A greasy-spoon cafe on a Camden-grey day.
I was tired, hung-over yet, strangely, quite hungry.
You stood at the counter ordering coffee.
Black, no sugar. You sat in the corner. Away.
Your face held a history that I wasn’t part of.
The sadness I felt didn’t make any sense.
Fried egg and bacon, half-eaten, redundant,
lay dead on my plate. I sipped tea in defence
as you noticed me looking. Eyes quickly averted,
too late, I was filigree falling apart.
You headed toward me in monochrome motion,
your flickering smile an abuse of the heart.
‘Hello’.
Do I walk or respond? Hell, you’re scrap from the past’.
‘Good to see you’.
Stay calm now. Pretend.
‘You, too. How you doing?’
You have all the power. Don’t hurt me.
It’s started, but how will it end?
You smelled so familiar, of teen-aged nostalgia.

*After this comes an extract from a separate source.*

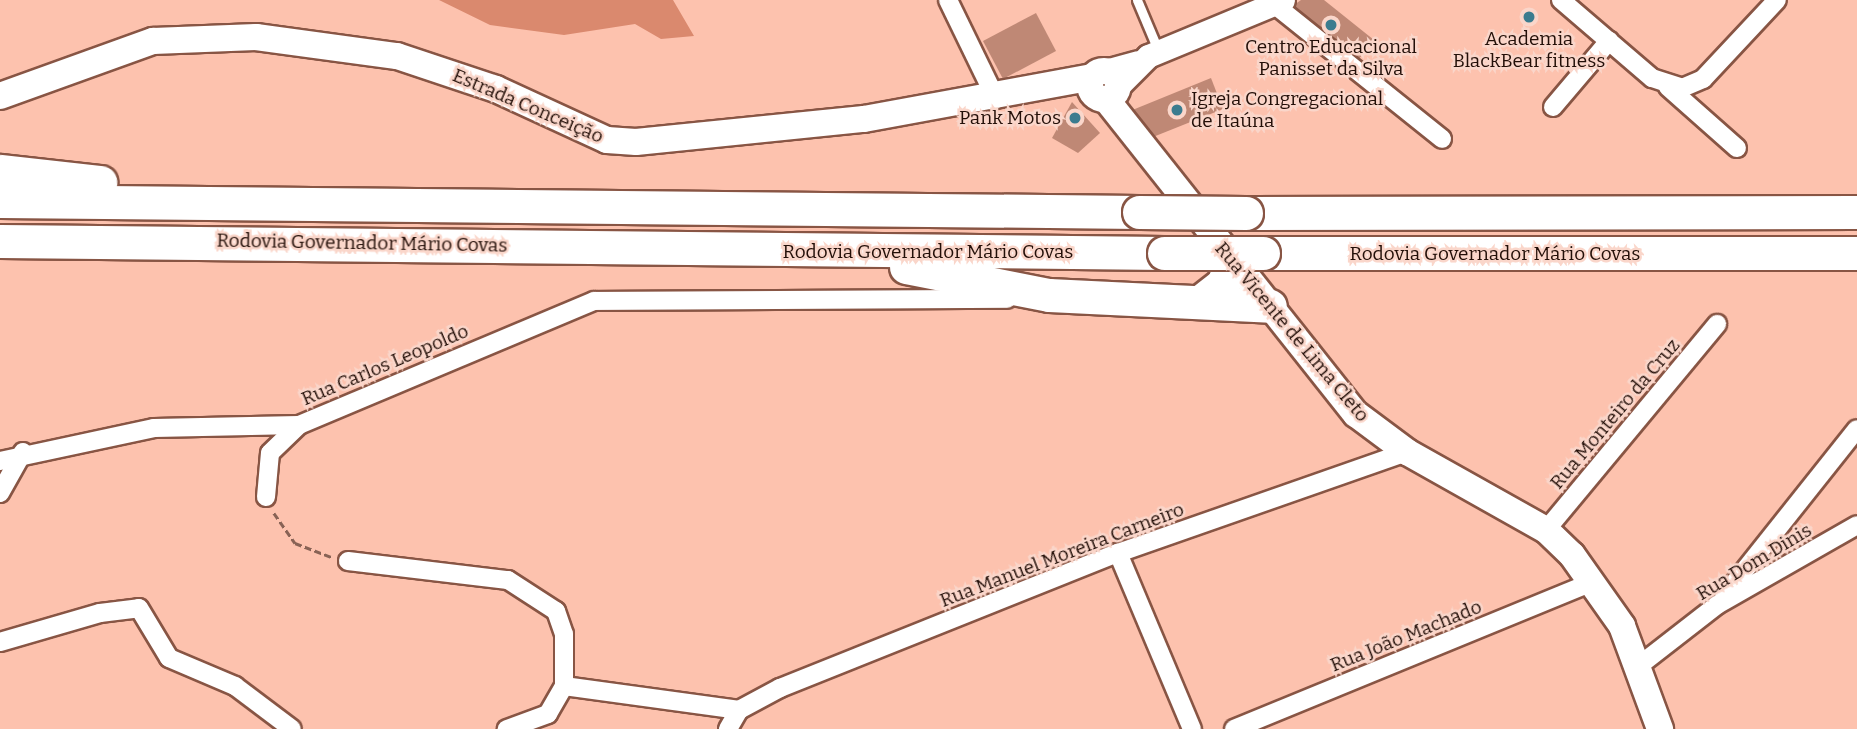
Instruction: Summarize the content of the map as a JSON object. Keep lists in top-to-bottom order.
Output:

Oppressive and sexy. A déjà vu crime.
Your hair, slightly longer, a riot of Ravens,
sat lazy on shoulders I’d thought of as mine.
My mind battled logic with wild insanity,
Run. Don’t look back.
I was mush.
Can you tell?
Do you know? Can you see in my eyes
that I’m gasping and choking still under you spell?
‘It’s been a long time’. You sounded the same.
And the lips. Oh, the lips and the kisses I knew.
Damn you.
Lips that could lie like a lake in the dessert.
Same lips saying now, with a smile, ‘Missed you’.
‘Yeah?’, I replied, in a desperate bid to stay light.
Indifference is hard when your head’s on the wall.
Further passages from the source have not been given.